(1)[1] Die nach § 33 Absatz 1 gespeicherten Fahrzeugdaten und Halterdaten dürfen vom Kraftfahrt-Bundesamt an die zuständigen Stellen anderer Staaten übermittelt werden, soweit dies nach unionsrechtlichen Vorschriften vorgeschrieben ist oder soweit dies

 

1.

für Verwaltungsmaßnahmen auf dem Gebiet des Straßenverkehrs,

 

2.

zur Überwachung des Versicherungsschutzes im Rahmen der Kraftfahrzeughaftpflichtversicherung,

 

3.

zur Verfolgung von Zuwiderhandlungen gegen Rechtsvorschriften auf dem Gebiet des Straßenverkehrs oder

 

4.

zur Verfolgung von Straftaten, die im Zusammenhang mit dem Straßenverkehr oder sonst mit Kraftfahrzeugen, Anhängern, Kennzeichen oder Fahrzeugpapieren, Fahrerlaubnissen oder Führerscheinen stehen,

erforderlich ist und keine Anhaltspunkte für Zweifel an der Gegenseitigkeit einer solchen Auskunftserteilung hinsichtlich des jeweiligen Anfragegrundes nach den Nummern 1 bis 4 und hinsichtlich der den Anfragegrund begründenden Sachverhalte durch den anderen Staat gegeben sind.

 

(1a)[2] Nach Maßgabe völkerrechtlicher Verträge zwischen Mitgliedstaaten der Europäischen Union oder mit den anderen Vertragsstaaten des Abkommens über den Europäischen Wirtschaftsraum, die der Mitwirkung der gesetzgebenden Körperschaften nach Artikel 59 Absatz 2 des Grundgesetzes bedürfen, sowie nach Artikel 12 des Beschlusses des Rates 2008/615/JI vom 23. Juni 2008 (ABl.
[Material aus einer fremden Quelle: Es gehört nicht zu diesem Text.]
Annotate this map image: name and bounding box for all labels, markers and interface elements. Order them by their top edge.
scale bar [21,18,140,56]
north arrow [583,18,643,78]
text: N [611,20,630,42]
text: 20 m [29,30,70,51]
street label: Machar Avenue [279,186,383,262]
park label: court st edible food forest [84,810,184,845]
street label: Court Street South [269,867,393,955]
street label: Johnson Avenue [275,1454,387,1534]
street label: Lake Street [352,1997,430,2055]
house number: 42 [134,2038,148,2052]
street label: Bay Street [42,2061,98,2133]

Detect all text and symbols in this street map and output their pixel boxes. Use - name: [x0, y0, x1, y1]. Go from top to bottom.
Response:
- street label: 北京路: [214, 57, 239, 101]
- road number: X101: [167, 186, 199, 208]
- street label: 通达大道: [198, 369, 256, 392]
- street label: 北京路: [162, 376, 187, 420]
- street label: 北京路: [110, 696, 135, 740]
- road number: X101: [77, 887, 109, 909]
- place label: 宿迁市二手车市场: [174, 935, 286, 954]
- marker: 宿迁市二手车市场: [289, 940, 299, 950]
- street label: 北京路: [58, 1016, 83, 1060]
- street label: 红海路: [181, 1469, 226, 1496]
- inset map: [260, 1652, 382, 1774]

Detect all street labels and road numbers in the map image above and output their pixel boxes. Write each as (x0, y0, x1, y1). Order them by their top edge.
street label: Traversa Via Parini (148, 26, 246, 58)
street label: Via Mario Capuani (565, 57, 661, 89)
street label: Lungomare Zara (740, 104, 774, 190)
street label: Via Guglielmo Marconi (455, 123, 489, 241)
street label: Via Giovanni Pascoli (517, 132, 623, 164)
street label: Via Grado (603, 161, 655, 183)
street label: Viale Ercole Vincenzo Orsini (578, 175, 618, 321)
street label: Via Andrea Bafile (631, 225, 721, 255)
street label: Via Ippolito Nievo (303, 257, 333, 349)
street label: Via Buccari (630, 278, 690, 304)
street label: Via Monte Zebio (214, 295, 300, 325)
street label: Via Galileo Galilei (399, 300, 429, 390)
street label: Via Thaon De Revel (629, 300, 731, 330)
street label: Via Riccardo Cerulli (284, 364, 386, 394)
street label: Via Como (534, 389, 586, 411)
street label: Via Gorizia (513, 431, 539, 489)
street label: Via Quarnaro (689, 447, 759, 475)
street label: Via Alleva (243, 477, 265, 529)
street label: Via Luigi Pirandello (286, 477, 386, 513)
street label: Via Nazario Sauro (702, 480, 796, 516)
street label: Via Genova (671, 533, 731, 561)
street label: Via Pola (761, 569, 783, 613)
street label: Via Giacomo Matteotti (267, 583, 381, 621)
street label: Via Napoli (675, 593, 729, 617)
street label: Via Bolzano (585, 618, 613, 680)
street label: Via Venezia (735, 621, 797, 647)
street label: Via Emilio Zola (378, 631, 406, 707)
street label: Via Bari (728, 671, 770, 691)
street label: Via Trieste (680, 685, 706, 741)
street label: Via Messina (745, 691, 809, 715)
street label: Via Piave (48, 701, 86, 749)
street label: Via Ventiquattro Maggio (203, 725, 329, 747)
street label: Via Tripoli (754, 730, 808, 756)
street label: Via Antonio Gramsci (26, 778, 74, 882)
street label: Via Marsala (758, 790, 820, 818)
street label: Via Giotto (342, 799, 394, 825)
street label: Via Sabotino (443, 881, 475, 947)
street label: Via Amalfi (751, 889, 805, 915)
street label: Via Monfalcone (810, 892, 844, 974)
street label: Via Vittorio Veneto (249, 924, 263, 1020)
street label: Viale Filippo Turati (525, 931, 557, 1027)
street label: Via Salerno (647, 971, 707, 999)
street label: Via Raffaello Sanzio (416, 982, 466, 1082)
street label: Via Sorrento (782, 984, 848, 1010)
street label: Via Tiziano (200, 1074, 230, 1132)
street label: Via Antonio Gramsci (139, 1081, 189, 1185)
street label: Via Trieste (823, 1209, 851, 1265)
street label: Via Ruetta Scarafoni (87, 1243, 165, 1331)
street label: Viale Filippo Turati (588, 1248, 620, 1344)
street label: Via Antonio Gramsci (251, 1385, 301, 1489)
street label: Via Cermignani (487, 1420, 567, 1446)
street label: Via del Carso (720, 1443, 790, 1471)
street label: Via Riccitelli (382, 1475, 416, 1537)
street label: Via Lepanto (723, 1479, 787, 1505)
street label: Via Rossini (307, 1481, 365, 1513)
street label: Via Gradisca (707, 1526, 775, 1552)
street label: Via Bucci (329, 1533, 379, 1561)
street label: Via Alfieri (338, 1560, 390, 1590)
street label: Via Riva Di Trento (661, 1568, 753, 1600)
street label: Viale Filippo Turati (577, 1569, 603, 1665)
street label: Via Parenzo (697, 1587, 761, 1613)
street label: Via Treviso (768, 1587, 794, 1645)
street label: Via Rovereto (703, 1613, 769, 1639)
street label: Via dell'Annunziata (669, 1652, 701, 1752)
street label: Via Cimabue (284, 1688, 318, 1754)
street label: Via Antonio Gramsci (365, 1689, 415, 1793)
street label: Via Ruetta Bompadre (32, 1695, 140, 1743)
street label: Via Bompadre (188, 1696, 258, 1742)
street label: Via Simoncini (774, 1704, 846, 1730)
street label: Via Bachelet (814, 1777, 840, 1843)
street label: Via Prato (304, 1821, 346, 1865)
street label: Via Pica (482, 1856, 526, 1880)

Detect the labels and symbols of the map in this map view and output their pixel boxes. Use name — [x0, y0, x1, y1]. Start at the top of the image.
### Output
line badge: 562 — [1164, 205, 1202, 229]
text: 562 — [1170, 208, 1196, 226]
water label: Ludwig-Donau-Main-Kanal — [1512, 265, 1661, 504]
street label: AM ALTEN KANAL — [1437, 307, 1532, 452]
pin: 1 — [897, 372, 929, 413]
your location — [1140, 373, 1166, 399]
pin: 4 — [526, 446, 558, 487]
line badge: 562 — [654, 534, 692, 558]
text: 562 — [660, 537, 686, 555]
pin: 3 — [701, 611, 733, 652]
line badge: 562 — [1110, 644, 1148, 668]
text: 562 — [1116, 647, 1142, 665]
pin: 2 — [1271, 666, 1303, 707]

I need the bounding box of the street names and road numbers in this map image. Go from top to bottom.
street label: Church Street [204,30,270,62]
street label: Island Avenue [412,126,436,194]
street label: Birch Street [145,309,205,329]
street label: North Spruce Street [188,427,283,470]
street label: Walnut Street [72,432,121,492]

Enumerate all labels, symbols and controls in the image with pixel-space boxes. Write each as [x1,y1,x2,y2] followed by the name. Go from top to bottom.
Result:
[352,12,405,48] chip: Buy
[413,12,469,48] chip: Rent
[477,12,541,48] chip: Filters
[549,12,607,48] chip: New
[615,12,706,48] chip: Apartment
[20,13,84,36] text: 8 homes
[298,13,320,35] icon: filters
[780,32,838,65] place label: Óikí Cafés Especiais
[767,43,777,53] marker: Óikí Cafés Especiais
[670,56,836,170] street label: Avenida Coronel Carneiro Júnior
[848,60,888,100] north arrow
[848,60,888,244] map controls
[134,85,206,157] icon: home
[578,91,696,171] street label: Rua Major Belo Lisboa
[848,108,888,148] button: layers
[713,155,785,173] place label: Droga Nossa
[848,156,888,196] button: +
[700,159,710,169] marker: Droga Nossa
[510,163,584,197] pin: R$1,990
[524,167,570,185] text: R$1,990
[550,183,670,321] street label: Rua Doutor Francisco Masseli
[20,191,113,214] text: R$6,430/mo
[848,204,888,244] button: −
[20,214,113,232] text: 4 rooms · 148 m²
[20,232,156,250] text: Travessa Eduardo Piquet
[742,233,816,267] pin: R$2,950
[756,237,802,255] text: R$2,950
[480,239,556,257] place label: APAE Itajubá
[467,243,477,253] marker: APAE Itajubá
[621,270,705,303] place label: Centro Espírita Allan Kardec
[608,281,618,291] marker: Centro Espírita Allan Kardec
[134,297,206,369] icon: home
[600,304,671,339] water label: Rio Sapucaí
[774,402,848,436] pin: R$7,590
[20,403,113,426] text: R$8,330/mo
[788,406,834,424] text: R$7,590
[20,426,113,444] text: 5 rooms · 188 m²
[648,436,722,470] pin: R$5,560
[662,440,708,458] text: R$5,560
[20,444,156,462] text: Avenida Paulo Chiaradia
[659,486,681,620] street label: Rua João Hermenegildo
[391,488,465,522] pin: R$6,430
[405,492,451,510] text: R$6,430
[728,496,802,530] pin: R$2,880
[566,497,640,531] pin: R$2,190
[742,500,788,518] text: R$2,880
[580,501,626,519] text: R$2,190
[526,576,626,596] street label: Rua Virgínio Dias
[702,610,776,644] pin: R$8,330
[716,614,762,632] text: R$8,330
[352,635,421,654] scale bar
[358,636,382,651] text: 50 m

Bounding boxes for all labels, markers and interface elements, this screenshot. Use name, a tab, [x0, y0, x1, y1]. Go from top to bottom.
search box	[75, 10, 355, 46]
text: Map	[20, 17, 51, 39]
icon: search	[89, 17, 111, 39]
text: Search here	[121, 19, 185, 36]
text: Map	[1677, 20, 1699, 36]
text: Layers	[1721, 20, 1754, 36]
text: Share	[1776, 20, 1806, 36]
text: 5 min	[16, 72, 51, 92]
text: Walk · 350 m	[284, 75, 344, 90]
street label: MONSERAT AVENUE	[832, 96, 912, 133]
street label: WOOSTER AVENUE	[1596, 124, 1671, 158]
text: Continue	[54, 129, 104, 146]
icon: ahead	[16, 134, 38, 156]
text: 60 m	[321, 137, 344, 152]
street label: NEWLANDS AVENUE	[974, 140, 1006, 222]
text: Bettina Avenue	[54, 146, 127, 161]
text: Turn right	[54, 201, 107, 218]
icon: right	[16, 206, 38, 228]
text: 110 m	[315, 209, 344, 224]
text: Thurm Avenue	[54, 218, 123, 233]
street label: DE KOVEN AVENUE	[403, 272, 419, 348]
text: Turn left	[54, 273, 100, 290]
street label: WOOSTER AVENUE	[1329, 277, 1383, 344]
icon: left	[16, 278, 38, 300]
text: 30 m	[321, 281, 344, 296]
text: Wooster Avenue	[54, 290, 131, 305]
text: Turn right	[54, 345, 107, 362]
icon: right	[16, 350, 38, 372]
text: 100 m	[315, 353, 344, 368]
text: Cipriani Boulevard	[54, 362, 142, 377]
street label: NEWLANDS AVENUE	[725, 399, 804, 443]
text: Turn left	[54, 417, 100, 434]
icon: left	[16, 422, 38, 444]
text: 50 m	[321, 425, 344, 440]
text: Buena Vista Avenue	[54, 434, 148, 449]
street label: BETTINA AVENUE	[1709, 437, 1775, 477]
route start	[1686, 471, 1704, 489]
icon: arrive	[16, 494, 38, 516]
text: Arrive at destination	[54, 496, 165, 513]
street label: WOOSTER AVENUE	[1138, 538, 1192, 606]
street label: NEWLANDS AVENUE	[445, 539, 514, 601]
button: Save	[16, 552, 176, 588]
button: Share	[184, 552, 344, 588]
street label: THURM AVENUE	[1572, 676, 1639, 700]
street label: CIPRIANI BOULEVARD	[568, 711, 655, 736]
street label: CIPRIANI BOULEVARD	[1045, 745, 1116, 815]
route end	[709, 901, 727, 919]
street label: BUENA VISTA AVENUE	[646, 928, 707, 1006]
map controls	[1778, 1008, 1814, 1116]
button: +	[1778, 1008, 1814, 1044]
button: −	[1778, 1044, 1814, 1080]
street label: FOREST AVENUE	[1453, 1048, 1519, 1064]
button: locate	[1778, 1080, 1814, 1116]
L 210 vom 6.8.2008, S. 1) dürfen die nach § 33 Absatz 1 gespeicherten Fahrzeugdaten und Halterdaten vom Kraftfahrt-Bundesamt an die zuständigen Stellen dieser Staaten auch übermittelt werden, soweit dies erforderlich ist

 

1.

zur Verfolgung von Ordnungswidrigkeiten, die nicht von Absatz 1 Nummer 3 erfasst werden,

 

2.

zur Verfolgung von Straftaten, die nicht von Absatz 1 Nummer 4 erfasst werden, oder

 

3.

zur Abwehr von Gefahren für die öffentliche Sicherheit.

 

(2) Der Empfänger ist darauf hinzuweisen, dass die übermittelten Daten nur zu dem Zweck verwendet[3] werden dürfen, zu dessen Erfüllung sie ihm übermittelt werden.

 

(3) Die Übermittlung unterbleibt, wenn durch sie schutzwürdige Interessen der betroffenen Person[4] beeinträchtigt würden, insbesondere, wenn im Empfängerland ein angemessener Datenschutzstandard nicht gewährleistet ist.

 

(4)[5] 1Die Übermittlung unterbleibt, wenn die Übermittlung bei entsprechender Anfrage auf Grund von § 37a erfolgen könnte. 2Die Übermittlung kann ferner unterbleiben, wenn das Kraftfahrt-Bundesamt den Aufwand für die Bearbeitung der Anfragen als nicht vertretbar beurteilt.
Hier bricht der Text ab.